══ PROVIDED INFORMATION
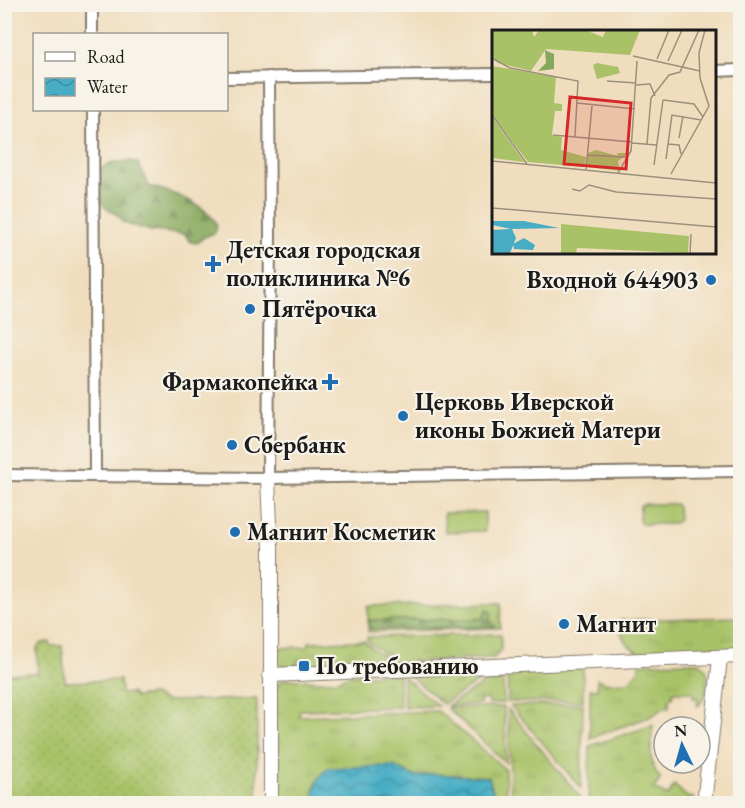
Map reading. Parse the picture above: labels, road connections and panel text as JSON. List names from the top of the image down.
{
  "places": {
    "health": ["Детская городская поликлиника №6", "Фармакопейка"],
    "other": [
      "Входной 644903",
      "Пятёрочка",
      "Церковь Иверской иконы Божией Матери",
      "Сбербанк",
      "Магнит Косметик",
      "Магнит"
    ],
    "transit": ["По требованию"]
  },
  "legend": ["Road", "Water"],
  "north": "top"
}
════
### PROMPT:
Transcribe every line from the records above without alteration, and leave out the images.

### SOLUTION TO THIS TASK:
Map reading. Parse the picture above: labels, road connections and panel text as JSON. List names from the top of the image down.
{
  "places": {
    "health": ["Детская городская поликлиника №6", "Фармакопейка"],
    "other": [
      "Входной 644903",
      "Пятёрочка",
      "Церковь Иверской иконы Божией Матери",
      "Сбербанк",
      "Магнит Косметик",
      "Магнит"
    ],
    "transit": ["По требованию"]
  },
  "legend": ["Road", "Water"],
  "north": "top"
}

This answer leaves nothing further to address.